Ex-editor arrested in hacking scandal

Coulson, former Rupert Murdoch employee, lied under oath, Scottish police say

— Andy Coulson, a former tabloid editor in Rupert Murdoch’s media empire and later director of communications for Prime Minister David Cameron, was arrested by the Scottish police Wednesday and charged with lying under oath about whether he knew phone hacking was going on at the newspaper he edited, News of the World.

Coulson, 44, is the second high-profile former Murdoch employee to be criminally charged in the hacking scandal, joining Rebekah Brooks, a top Murdoch lieutenant who was arrested in England this month on charges of obstructing justice.

According to British news reports, Coulson was detained at his house in Dulwich, South London, at 6:30 a.m. Wednesday, and then driven - escorted by seven Scottish police officers - to a police station in Glasgow. He was questioned throughout the day and formally charged shortly before 10 p.m.

Murdoch closed News of the World last summer amid a scandal over unsavory and illicit reporting practices that has reverberated through Britain’s political, law enforcement and media establishments.

After years of denying that phone hacking went on at News of the World, News International, the British newspaper arm of Murdoch’s media empire, finally acknowledged that the practice was widespread and has paid millions of dollars to settle dozens of civil cases brought by hacking victims.

The charge against Coulson stems from a case heard at Scottish High Court in Glasgow in 2010 that involved a Scottish politician charged with having committed perjury in testimony at an earlier libel trial. Defending himself against the perjury charge, the politician, Tommy Sheridan, claimed that News of the World had illegally intercepted voice mail messages from his cellphone account.

Coulson was called as a witness in that case. He was presented with records showing that Sheridan’s name, phone number and telephone PIN code were written in a notebook belonging to Glenn Mulcaire, a private investigator who worked extensively for News of the World and who pleaded guilty in 2007 to hacking voice mail messages on the paper’s behalf.

Coulson expressed surprise. “I’m saying that I had absolutely no knowledge of it,” he said on the stand, speaking of Sheridan’s assertion that Mulcaire had hacked his phone. “I certainly didn’t instruct anyone to do anything at the time, or anything else that was untoward.”

Coulson also denied that he had condoned or even known about phone hacking or other illegal reporting techniques while he was editor of News of the World.

“I don’t accept there was a culture of phone hacking at News of the World,” he testified.

After Mulcaire pleaded guilty to phone hacking - along with the paper’s royal correspondent, Clive Goodman - Coulson resigned as editor, saying he had to take ultimate responsibility for what happened. But he maintained that Goodman was a “rogue reporter” and that phone hacking at the paper had not extended beyond him.

He repeated that claim while testifying at the 2010 trial.

“There was a very unfortunate, to put it mildly, case involving Clive Goodman,” Coulson told the court.

Coulson’s testimony was consistent with other comments he has made, including in the House of Commons, about phone hacking, always denying he knew about it.

But lying to Parliament and committing perjury in court are two different things.

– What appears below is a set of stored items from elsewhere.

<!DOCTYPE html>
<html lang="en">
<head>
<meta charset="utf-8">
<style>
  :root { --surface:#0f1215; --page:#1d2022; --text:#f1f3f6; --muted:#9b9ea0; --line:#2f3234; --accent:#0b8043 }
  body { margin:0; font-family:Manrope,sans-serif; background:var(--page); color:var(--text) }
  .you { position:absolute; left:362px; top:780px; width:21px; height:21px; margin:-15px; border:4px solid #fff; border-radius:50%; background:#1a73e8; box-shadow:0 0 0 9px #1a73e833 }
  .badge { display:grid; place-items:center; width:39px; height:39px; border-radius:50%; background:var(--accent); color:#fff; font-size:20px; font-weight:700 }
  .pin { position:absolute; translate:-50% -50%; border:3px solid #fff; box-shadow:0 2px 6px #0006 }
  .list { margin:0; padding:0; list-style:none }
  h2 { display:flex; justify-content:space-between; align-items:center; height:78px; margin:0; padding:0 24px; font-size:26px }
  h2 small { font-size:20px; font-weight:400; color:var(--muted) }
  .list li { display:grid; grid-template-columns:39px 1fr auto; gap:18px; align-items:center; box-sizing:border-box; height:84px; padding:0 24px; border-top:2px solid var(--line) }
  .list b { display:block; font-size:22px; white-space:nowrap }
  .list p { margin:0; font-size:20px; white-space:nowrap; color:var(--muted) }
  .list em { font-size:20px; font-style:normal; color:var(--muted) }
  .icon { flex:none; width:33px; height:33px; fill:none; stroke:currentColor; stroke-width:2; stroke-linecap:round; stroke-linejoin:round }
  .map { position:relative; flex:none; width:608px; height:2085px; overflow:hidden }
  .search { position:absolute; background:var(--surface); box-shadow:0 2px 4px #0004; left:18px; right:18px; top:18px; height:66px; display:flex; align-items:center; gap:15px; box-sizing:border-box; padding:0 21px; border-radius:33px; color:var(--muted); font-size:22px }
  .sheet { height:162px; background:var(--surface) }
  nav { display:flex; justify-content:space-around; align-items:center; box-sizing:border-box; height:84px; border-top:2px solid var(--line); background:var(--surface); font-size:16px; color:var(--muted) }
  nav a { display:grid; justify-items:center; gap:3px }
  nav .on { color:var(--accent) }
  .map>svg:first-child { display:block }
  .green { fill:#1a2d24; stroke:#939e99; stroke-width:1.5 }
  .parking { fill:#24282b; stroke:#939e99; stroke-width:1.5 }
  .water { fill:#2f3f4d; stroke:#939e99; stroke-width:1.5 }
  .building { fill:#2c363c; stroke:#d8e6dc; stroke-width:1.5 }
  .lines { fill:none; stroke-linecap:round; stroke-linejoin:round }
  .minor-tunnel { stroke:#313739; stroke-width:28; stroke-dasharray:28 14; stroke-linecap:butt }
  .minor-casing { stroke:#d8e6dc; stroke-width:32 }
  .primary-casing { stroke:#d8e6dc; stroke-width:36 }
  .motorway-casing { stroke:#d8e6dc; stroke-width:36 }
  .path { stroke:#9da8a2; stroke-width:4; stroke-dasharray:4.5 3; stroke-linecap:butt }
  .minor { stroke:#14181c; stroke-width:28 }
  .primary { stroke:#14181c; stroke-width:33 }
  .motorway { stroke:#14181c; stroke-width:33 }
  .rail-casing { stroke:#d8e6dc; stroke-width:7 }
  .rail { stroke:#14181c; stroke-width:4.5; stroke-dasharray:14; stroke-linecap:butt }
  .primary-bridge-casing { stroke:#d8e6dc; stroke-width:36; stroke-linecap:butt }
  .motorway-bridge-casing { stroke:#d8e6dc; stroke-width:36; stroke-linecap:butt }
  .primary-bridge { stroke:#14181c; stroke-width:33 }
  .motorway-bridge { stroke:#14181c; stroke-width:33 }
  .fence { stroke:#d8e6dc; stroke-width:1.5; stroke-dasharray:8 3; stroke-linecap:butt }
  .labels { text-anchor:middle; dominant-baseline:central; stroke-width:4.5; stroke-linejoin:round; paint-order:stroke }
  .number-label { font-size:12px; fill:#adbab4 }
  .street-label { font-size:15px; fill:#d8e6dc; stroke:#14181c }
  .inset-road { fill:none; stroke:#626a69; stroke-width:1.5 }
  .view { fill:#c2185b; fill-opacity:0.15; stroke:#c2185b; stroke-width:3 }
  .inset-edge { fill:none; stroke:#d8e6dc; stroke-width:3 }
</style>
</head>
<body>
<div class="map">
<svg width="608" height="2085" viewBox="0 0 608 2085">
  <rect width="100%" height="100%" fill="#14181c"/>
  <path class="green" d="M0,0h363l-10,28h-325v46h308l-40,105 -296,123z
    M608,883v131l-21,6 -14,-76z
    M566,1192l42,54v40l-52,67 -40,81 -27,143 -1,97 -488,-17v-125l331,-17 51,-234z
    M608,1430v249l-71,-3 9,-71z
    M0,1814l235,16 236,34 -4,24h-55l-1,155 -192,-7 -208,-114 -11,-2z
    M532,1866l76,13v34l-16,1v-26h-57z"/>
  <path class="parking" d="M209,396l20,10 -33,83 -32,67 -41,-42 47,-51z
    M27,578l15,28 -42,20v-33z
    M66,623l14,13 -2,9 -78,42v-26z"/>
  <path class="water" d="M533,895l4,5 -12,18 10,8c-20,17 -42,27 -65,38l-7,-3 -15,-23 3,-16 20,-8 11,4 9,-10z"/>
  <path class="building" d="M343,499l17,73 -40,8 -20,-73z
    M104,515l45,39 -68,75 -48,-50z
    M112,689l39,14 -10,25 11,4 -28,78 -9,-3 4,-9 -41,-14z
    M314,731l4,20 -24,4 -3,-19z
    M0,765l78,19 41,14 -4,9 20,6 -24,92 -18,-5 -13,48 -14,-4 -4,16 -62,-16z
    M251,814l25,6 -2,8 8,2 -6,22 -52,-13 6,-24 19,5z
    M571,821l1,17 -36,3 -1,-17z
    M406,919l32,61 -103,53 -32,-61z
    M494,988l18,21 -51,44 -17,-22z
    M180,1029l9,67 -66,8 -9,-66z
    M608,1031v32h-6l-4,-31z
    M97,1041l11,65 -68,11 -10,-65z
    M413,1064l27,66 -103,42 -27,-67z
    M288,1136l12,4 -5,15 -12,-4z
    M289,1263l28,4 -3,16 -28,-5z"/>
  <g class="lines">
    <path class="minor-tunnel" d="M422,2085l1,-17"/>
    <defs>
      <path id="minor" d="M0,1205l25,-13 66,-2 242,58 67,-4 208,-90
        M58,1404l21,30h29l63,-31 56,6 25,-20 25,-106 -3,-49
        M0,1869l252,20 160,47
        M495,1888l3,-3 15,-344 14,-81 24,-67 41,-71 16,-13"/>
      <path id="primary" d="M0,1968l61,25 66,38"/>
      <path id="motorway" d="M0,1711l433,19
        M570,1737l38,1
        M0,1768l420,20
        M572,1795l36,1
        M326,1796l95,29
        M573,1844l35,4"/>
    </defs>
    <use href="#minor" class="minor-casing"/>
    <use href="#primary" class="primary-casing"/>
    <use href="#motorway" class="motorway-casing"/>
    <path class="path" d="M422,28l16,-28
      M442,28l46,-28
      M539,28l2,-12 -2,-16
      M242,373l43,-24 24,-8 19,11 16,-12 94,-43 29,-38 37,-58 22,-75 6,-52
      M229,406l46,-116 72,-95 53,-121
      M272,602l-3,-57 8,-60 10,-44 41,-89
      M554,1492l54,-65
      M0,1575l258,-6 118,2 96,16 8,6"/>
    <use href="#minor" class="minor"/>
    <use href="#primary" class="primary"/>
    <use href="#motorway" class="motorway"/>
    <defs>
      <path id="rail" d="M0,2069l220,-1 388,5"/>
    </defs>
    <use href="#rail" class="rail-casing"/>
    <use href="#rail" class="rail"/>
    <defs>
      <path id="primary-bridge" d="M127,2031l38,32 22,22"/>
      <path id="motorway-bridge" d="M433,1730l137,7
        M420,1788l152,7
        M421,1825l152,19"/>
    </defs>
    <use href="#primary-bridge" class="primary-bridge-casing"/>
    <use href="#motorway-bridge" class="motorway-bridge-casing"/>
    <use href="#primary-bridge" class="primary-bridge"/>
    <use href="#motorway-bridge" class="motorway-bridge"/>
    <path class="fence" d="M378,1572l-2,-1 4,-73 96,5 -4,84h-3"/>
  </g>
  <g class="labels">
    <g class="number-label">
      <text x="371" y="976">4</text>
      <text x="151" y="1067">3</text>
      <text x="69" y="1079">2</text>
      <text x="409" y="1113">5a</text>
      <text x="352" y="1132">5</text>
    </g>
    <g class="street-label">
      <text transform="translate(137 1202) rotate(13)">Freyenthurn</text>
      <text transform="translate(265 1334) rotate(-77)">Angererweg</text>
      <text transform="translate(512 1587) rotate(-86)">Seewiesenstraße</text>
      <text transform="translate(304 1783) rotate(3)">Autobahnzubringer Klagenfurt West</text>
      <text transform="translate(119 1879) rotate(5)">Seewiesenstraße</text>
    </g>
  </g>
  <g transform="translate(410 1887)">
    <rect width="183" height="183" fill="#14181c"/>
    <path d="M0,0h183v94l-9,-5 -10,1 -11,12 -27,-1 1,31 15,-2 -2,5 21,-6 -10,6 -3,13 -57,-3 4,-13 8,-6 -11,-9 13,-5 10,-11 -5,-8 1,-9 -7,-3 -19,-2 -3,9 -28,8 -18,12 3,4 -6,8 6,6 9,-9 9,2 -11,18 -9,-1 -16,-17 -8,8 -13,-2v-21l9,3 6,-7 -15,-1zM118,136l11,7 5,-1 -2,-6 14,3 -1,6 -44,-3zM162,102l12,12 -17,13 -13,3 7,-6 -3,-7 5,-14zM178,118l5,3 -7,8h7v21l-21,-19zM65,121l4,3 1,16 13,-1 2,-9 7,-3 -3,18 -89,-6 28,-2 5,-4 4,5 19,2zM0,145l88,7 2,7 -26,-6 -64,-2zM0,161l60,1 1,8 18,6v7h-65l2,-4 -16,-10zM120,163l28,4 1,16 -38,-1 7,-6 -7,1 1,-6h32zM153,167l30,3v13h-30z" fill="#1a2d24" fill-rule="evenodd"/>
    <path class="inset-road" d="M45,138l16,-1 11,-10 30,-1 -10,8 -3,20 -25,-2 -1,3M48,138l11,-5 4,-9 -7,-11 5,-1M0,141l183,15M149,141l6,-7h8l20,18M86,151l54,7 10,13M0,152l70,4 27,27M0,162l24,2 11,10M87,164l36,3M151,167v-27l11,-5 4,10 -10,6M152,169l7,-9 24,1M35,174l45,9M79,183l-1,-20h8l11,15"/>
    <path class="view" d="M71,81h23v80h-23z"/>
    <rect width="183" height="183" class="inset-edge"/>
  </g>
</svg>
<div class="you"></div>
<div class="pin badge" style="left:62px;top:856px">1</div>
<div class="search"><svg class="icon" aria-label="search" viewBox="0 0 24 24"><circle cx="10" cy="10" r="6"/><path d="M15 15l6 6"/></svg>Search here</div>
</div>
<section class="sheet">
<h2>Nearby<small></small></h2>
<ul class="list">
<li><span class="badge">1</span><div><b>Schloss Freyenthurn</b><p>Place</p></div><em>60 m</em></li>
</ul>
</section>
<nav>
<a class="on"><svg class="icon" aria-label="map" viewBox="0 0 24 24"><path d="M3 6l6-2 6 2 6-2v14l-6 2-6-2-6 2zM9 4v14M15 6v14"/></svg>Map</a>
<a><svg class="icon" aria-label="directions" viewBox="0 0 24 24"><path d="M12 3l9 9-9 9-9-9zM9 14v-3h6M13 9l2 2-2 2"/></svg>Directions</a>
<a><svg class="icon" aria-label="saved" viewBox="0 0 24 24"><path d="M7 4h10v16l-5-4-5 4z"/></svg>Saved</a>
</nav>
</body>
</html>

Sheridan, who was ultimately convicted in his own perjury case, was sentenced to three years in prison, and served one year before being released.

After he left News of the World, Coulson was hired to be the Conservative Party’s chief of communications by Cameron, who said he believed that Coulson was telling the truth about phone hacking and who stood by him even as it became increasingly clear that the practice had been endemic at News of the World.

Coulson followed the victorious Conservative Party to Downing Street after the 2010 election, but resigned from his government post in January 2011, saying the growing hacking scandal was distracting him.

Last July, he was arrested and questioned by the police in England on suspicion of phone hacking and of illegally paying officials for information. He has not yet heard whether he will be charged with those crimes; England and Scotland have different criminal justice systems, and arrests in England do not necessarily lead to formal charges.